Welwyn Hatfield MP resigns potentially profitable side job after listing it as ‘unpaid’

PUBLISHED: 17:41 02 August 2018 | UPDATED: 09:45 03 August 2018

MP Grant Shapps

MP Grant Shapps

Archant

Grant Shapps has stood down from a high-tech post, and a parliamentary group, after a row over the parliamentary register of MPs’ interests.

Until Tuesday, July 31 the Welwyn Hatfield MP was chair of the governance committee of OpenBrix, a property company that uses blockchain technology and will trade with cryptocurrency tokens.

He was also, until his resignation on Tuesday, co-founder and co-chair of an All-Party Parliamentary Group (AAPG) for blockchain.

While Mr Shapps has listed the OpenBrix job as “unpaid” in the parliamentary register of MPs’ interests, the Financial Times (FT) Alphaville blog today claimed that he had been offered a share of cryptocurrency tokens in the company’s initial offering, which it estimated could be worth at least £170,000 to the MP personally.

Mr Shapps told the Welwyn Hatfield Times that this estimate was “crazy”, adding that the only reason the blog wrote the article is “they basically hate everything to do with distributed tech”.

Asked why he listed the potential OpenBrix earnings as “unpaid,” Mr Shapps said: “I said to the registrar I wanted this to be completely transparent, please tell me what I register.”

Mr Shapps said that he was told that there was no way to mark potential earnings in this situation, and that “unpaid” was the appropriate statement.

“I followed her advice to the letter,” he said.

“I asked all of these questions and sought all this advice.

“I could’t have gone more out of my way and been clearer with the registrar.”

He said that with OpenBrix he might have made “a few thousand pounds, maybe, if successful.

“I may or may not have been paid something, somewhere down the line.

“The idea that I’ve got some kind of secret payment is outrageous.”

He added: “I wasn’t doing it for the money, but I just thought that [OpenBrix] was a good company.

“I’ve got an interest in the subject, you do it for the love.”

The APPG for blockchain that Mr Shapps recently co-chaired is an informal group bringing together industry experts, MPs and businesspeople, to explore the potential of the technology.

An OpenBrix advisor, Adi Ben-Ari, has also made his way onto the AAPG as an expert advisor.

Mr Shapps explained his resignation from both roles by saying that he is too busy with other projects.
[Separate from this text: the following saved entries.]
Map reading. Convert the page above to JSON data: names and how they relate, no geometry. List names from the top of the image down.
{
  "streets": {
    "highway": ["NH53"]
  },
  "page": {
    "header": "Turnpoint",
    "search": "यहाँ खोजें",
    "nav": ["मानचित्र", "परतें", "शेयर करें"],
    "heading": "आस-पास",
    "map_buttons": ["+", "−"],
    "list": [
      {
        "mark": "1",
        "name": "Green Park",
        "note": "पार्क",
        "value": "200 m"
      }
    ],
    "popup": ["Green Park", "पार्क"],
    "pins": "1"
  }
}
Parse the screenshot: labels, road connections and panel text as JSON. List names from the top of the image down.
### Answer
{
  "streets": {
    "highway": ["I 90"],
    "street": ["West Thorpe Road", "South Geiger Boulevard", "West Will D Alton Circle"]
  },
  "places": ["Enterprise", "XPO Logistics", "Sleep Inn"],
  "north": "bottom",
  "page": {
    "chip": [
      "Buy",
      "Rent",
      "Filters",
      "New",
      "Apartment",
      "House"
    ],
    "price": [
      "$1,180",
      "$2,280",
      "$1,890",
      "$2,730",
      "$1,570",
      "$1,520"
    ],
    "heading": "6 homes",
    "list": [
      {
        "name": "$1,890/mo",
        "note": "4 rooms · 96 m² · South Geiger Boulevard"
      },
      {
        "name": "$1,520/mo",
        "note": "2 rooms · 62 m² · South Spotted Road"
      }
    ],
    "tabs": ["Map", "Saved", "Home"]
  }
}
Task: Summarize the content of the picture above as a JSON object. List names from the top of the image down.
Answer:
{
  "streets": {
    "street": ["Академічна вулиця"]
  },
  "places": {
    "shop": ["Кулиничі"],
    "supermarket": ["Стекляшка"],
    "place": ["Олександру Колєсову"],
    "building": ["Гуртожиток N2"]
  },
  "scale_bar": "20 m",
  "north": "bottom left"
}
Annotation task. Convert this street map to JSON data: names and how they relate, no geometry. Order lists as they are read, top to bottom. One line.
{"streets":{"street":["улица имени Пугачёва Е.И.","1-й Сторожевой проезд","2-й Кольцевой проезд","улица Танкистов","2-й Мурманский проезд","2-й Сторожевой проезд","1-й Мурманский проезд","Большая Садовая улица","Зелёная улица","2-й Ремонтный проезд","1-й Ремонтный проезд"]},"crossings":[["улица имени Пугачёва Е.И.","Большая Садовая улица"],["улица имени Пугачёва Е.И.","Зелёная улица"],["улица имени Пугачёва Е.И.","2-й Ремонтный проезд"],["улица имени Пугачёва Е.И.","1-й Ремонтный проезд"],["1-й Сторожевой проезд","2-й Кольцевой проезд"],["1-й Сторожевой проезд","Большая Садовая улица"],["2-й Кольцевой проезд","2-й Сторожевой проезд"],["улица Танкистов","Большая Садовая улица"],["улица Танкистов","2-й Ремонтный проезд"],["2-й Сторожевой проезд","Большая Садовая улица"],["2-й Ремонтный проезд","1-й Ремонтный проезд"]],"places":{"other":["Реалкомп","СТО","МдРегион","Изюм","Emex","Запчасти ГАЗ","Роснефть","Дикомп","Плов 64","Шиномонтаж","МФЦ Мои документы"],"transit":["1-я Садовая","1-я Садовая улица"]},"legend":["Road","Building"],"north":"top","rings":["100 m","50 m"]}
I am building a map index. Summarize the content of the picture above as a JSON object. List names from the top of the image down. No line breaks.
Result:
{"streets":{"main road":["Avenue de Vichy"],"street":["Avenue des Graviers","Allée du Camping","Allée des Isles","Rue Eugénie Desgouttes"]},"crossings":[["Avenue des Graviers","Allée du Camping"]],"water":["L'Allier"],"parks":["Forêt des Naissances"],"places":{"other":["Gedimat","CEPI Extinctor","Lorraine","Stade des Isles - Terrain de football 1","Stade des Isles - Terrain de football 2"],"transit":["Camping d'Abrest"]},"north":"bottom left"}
The Welwyn Hatfield Times also asked Mr Shapps if there had been a conflict of interest in standing on the AAPG both as an MP and as a businessman who stood to potentially gain from the blockchain industry.

“That’s why there’s a register and lots of people do have outside interests but that is a misunderstanding of what an APPG does,” he said. “An APPG doesn’t change laws, ministers do that.”

Blockchain is a form of digital ledger for recording transactions, and was first invented to track bitcoin, one of the first digital currencies.

Mr Shapps and MP Damian Moore founded the blockchain AAPG in January 2018 with the mission of ensuring “that industry and society benefit from the full potential of blockchain and other distributed ledger technologies (DLT) making the UK a leader in Blockchain/DLT’s innovation and implementation”.

Mr Shapps has previously enthused about the potential of the technology for numerous industries including property, writing on July 25 for OpenBrix that: “If there is one thing that the blockchain is good at, it is acting as a trusted third party [...] I suspect it won’t be long before the blockchain is bringing massive changes to the property sector.”